WHAT YOU NEED TO DO: Would you print exactly the lines that begin the listing and continue through the line holding "2px #3f3f3f) drop-shadow(0"? No pictures, please.

DATA RECORDS:
######

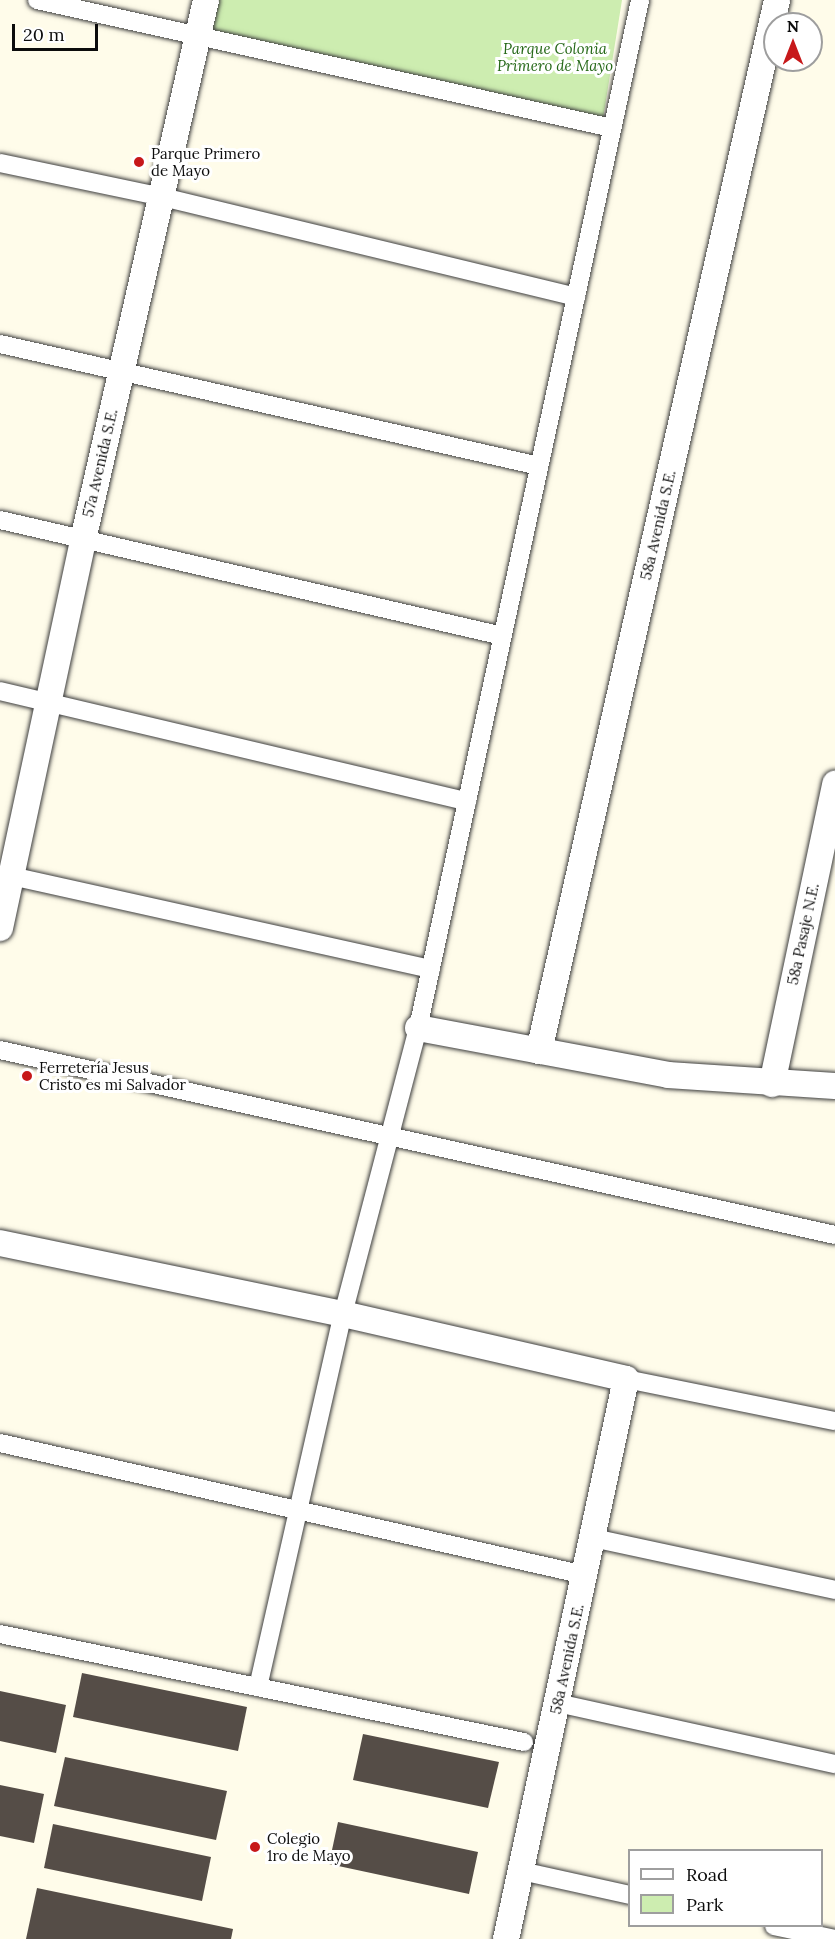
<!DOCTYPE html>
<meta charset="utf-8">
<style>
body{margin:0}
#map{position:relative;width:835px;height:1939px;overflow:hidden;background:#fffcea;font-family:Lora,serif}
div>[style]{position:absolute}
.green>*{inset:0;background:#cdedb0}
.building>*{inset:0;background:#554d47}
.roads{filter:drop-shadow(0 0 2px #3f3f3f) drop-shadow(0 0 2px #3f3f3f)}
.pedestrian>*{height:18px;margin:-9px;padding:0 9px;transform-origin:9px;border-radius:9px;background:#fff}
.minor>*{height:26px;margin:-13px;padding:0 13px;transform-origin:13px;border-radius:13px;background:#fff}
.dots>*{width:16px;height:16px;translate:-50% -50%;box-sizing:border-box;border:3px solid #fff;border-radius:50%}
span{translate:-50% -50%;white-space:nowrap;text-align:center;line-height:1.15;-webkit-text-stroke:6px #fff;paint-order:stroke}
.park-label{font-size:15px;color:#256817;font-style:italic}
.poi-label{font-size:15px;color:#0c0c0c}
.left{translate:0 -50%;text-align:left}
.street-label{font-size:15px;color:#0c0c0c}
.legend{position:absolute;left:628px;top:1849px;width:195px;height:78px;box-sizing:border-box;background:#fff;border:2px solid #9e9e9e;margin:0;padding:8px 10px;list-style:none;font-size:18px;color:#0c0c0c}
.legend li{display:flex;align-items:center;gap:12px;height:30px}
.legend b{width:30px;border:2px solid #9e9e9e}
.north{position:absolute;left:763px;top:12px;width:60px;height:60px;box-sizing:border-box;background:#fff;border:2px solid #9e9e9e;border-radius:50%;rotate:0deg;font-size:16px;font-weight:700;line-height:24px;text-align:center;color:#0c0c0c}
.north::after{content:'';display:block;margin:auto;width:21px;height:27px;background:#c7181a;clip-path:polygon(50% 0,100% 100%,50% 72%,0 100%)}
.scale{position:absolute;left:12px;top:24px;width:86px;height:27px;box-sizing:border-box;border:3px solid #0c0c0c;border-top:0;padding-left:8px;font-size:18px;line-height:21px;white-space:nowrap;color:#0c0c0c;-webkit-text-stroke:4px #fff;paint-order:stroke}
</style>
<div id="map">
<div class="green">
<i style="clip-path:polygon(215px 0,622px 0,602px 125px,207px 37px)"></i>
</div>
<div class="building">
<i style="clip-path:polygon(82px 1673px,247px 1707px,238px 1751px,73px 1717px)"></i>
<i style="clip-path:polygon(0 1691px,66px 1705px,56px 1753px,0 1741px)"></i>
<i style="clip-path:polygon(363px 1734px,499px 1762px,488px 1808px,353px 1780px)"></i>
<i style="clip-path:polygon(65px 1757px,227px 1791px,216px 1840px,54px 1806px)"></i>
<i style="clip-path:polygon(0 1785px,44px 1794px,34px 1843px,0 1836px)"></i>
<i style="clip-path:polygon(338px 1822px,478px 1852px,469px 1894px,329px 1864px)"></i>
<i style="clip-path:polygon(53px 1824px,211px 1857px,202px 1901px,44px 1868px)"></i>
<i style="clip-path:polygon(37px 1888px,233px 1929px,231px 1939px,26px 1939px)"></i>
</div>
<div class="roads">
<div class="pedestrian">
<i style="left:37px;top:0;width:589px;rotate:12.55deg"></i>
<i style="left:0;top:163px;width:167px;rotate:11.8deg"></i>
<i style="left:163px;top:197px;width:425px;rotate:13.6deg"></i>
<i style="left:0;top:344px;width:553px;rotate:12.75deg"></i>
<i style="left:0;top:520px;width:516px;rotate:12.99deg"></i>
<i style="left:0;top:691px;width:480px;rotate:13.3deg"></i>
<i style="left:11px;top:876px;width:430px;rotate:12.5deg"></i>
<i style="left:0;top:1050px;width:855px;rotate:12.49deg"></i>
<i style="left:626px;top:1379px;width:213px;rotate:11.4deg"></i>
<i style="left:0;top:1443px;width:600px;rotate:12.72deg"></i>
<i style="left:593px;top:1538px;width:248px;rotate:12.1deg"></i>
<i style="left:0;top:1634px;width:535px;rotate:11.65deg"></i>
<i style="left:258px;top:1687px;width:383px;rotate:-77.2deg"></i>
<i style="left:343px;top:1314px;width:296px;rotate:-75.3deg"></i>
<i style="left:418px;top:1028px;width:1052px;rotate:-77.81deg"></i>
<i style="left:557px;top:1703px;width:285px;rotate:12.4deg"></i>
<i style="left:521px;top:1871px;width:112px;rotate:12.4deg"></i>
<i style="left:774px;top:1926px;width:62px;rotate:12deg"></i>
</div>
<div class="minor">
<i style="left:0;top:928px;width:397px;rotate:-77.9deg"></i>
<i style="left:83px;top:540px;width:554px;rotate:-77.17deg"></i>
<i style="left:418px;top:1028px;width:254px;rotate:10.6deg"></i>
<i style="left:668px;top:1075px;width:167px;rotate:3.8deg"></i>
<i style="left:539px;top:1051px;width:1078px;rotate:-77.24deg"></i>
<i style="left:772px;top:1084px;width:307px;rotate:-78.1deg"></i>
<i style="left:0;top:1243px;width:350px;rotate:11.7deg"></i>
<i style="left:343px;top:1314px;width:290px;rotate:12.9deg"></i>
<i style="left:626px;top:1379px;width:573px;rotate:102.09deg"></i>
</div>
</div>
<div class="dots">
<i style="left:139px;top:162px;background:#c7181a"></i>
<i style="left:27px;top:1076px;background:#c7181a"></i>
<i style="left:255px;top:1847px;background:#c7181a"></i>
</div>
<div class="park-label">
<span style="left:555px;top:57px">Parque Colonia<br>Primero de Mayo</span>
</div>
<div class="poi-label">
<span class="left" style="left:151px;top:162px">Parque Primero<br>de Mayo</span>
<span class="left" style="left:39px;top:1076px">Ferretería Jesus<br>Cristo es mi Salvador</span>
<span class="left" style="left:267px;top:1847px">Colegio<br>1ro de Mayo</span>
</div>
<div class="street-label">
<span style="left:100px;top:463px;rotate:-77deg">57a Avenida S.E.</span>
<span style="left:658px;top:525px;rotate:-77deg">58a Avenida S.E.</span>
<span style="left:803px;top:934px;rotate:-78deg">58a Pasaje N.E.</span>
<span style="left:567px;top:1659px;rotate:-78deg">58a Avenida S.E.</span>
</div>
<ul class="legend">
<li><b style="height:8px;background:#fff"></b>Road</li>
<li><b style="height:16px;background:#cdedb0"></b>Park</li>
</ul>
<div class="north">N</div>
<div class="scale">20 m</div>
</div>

######

REPLY:
<!DOCTYPE html>
<meta charset="utf-8">
<style>
body{margin:0}
#map{position:relative;width:835px;height:1939px;overflow:hidden;background:#fffcea;font-family:Lora,serif}
div>[style]{position:absolute}
.green>*{inset:0;background:#cdedb0}
.building>*{inset:0;background:#554d47}
.roads{filter:drop-shadow(0 0 2px #3f3f3f) drop-shadow(0 0 2px #3f3f3f)}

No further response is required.